Hello Everyone,
Nice to see someone started this thread. I have implemented this strategy and result so far is decent. 85% of Expenses are now covered with dividend which is growing each year.
However, I just want to tell upfront that this strategy only make sense to people who are looking to get out of rat race and allocate more time to activities they like and have some time( which is substantially less that their regular job) for tracking Dividend growth portfolio. This might not create huge wealth like growth stocks. But it can give you time(which is very valuable) upfront.
Ironically all this year, I convinced myself that I will not get much capital appreciation and just get cash flow from dividends. But recently most of the dividend stocks have turned into growth stocks. E.g. CDSL,Infosys,RITES,SJVN, Tata Investment corp , IRFC etc. Off course some of them might just correct after market euphoria resides.

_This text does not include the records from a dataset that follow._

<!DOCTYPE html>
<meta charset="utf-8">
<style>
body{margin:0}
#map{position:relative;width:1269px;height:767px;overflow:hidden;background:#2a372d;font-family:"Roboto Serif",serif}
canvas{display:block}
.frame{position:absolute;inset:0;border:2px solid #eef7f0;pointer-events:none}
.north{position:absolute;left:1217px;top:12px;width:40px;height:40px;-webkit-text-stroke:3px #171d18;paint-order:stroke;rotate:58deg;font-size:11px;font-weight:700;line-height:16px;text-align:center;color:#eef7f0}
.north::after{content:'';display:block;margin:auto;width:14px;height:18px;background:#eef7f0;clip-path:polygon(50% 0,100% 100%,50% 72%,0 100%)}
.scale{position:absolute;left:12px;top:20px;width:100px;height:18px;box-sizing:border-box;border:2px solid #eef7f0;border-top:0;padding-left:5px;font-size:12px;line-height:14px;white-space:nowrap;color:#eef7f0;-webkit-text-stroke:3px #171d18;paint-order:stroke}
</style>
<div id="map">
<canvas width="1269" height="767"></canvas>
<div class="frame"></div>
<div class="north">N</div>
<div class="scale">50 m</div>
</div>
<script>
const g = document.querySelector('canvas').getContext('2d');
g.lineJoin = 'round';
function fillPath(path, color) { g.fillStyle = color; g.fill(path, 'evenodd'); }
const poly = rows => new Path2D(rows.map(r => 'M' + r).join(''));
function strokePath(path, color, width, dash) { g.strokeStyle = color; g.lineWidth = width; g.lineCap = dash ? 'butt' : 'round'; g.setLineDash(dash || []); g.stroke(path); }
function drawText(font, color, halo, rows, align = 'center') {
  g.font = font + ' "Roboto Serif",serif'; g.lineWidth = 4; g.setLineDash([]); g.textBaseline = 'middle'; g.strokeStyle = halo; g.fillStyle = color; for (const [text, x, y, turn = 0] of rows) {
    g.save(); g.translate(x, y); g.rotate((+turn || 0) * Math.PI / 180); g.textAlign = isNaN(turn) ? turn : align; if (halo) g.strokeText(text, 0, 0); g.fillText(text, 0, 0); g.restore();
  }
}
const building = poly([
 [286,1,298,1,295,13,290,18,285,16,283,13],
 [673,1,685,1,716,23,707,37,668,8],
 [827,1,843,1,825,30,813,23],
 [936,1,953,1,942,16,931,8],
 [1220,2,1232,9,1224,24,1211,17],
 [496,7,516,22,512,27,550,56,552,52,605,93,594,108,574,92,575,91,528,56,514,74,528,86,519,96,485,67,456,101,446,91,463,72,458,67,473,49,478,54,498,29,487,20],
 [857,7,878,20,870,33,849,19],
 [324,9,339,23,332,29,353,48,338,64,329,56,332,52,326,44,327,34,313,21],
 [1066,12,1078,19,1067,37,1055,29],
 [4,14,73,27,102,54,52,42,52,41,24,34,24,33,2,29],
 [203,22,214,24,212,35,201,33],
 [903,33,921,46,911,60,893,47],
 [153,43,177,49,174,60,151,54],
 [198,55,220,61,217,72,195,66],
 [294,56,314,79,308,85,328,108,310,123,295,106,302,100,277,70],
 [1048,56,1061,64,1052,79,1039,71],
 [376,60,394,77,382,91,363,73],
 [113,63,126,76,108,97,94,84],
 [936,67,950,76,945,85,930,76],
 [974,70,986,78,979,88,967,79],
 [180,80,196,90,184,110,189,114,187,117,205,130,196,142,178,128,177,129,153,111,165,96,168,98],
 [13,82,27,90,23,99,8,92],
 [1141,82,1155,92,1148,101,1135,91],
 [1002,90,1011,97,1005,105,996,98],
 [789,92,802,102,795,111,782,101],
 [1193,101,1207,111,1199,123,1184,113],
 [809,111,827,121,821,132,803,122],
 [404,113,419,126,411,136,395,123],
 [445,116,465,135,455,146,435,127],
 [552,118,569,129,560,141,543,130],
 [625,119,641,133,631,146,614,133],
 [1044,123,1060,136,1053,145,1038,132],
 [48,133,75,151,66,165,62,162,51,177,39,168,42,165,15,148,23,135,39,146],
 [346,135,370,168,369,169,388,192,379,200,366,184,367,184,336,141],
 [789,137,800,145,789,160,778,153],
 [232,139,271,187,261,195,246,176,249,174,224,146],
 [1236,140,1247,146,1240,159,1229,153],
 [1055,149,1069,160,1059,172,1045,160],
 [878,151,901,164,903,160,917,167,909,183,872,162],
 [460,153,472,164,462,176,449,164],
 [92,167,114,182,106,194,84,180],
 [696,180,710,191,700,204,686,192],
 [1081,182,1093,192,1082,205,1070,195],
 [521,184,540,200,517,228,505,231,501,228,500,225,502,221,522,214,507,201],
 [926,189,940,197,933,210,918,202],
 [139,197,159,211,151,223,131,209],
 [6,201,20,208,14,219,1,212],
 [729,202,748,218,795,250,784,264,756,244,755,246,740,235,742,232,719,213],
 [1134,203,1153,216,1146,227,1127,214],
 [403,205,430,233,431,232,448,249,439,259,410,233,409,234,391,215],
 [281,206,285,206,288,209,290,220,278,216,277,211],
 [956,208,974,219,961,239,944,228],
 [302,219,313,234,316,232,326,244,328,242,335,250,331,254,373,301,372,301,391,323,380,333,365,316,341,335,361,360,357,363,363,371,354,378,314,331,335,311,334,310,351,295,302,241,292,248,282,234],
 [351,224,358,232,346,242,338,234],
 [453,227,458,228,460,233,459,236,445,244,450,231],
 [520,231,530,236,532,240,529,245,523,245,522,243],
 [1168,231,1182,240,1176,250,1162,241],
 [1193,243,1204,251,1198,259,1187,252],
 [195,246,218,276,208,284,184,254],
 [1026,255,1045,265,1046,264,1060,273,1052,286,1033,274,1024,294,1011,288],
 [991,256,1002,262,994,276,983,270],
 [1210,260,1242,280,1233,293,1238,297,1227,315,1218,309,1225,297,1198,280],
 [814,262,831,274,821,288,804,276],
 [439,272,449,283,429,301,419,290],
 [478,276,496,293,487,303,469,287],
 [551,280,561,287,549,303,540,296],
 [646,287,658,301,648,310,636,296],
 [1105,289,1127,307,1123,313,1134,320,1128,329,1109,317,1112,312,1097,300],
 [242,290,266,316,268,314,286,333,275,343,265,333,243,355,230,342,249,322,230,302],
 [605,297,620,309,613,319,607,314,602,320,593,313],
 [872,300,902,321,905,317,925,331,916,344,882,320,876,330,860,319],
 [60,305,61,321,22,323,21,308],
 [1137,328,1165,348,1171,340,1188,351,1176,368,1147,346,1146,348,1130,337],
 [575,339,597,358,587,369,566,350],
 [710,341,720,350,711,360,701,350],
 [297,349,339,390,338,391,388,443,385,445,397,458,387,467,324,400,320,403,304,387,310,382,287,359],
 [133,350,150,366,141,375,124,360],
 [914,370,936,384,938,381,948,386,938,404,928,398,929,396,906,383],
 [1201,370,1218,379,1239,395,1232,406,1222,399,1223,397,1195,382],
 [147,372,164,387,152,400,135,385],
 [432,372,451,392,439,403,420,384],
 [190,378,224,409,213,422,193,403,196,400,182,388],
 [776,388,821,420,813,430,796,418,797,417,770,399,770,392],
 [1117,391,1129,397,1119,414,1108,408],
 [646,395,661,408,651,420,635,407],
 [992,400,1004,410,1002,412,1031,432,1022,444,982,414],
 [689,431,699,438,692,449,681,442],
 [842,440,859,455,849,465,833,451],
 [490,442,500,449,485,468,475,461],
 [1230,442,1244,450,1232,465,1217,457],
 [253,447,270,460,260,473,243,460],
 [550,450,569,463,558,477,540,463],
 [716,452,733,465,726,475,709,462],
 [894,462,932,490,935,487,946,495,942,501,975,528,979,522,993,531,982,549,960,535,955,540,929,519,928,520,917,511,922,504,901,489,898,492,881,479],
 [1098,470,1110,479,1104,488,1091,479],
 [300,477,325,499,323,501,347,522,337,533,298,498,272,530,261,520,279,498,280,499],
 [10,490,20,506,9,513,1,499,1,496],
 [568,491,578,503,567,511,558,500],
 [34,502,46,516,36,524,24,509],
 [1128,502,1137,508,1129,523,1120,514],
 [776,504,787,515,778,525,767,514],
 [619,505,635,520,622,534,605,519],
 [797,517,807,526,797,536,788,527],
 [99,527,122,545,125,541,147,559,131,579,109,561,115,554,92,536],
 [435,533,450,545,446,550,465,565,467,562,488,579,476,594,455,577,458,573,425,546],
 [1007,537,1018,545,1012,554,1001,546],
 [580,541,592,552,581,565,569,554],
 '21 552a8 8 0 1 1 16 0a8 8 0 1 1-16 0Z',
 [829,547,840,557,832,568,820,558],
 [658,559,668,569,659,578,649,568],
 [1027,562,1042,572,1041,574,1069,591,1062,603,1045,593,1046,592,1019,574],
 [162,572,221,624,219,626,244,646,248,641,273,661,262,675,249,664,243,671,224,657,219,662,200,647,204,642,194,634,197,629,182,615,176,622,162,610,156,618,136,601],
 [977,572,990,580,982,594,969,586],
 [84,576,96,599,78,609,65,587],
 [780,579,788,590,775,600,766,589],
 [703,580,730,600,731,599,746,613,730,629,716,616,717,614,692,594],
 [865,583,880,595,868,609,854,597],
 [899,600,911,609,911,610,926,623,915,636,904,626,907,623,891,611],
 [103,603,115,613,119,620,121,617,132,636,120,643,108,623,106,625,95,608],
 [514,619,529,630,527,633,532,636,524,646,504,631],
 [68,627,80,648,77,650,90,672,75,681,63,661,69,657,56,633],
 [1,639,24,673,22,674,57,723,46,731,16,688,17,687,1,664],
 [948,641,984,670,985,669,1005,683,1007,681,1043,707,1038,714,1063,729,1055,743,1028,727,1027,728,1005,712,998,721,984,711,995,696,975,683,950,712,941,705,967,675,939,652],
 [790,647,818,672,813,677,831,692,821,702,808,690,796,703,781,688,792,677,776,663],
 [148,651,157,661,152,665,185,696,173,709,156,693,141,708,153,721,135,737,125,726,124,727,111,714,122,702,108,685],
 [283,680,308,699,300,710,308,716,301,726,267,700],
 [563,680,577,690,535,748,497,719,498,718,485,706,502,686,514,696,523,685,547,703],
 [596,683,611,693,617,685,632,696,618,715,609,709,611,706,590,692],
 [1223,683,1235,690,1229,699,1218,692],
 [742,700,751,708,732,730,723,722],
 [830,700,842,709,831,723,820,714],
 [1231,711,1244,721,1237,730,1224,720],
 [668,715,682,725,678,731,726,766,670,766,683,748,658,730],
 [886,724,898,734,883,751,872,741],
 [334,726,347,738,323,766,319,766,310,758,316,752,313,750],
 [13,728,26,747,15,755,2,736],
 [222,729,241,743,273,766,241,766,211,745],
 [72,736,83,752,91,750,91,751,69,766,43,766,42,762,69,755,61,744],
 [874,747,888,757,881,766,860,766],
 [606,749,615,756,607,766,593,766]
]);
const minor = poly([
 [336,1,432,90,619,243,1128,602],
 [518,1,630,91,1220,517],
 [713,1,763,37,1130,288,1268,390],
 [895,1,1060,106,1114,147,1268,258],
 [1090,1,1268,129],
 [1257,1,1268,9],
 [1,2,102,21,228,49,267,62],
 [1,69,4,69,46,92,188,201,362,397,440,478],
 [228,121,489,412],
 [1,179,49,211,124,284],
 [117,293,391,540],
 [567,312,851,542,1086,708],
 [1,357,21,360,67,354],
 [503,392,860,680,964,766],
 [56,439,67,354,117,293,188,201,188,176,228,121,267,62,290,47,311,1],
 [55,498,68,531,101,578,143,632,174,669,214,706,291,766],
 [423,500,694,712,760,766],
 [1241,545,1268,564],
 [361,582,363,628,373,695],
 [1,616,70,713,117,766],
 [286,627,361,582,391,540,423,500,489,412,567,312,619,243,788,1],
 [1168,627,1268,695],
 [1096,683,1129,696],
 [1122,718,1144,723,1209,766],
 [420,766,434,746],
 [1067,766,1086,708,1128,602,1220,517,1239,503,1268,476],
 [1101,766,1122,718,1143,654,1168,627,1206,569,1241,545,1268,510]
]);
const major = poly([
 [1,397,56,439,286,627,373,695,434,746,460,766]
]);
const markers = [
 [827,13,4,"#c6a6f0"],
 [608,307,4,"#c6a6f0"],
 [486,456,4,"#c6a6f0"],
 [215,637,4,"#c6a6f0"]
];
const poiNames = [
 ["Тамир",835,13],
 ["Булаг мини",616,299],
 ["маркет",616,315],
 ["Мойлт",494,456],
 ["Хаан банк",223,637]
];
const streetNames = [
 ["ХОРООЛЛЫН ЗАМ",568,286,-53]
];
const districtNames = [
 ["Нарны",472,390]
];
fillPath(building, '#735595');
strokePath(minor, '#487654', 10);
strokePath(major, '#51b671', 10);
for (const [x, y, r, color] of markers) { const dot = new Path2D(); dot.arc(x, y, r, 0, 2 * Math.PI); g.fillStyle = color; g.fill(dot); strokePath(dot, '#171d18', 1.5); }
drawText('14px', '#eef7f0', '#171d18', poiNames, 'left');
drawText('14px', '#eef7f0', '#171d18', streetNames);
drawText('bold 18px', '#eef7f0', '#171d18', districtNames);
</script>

People mostly look at dividend yield which is not fair if someone wants to build Dividend growth portfolio. Most important thing is the consistency in paying out dividend. Second is increase of dividend in every 1 or 2 years. And this goes without saying that it should be quality company on all fundamental parameters such as Free cash flow, ROE etc.
With above in mind, sometimes yields might not be attractive at the beginning. But consider this as sapling which will yield good fruits in future (Which it does in my experience).
There is no harm in looking at Dividend option of mutual funds if they are paying out regular dividend. I understand argument about NAV reduction and giving your moneyback. But in realty this doesn’t work like that. SEBI has mandated mutual funds to create corpus for their IDCW option. This means mutual funds need to do profit booking and park money in such corpus to pay out dividend. So in a way, they are doing that we would have done anyways which is book the profit and take our money at regular intervals.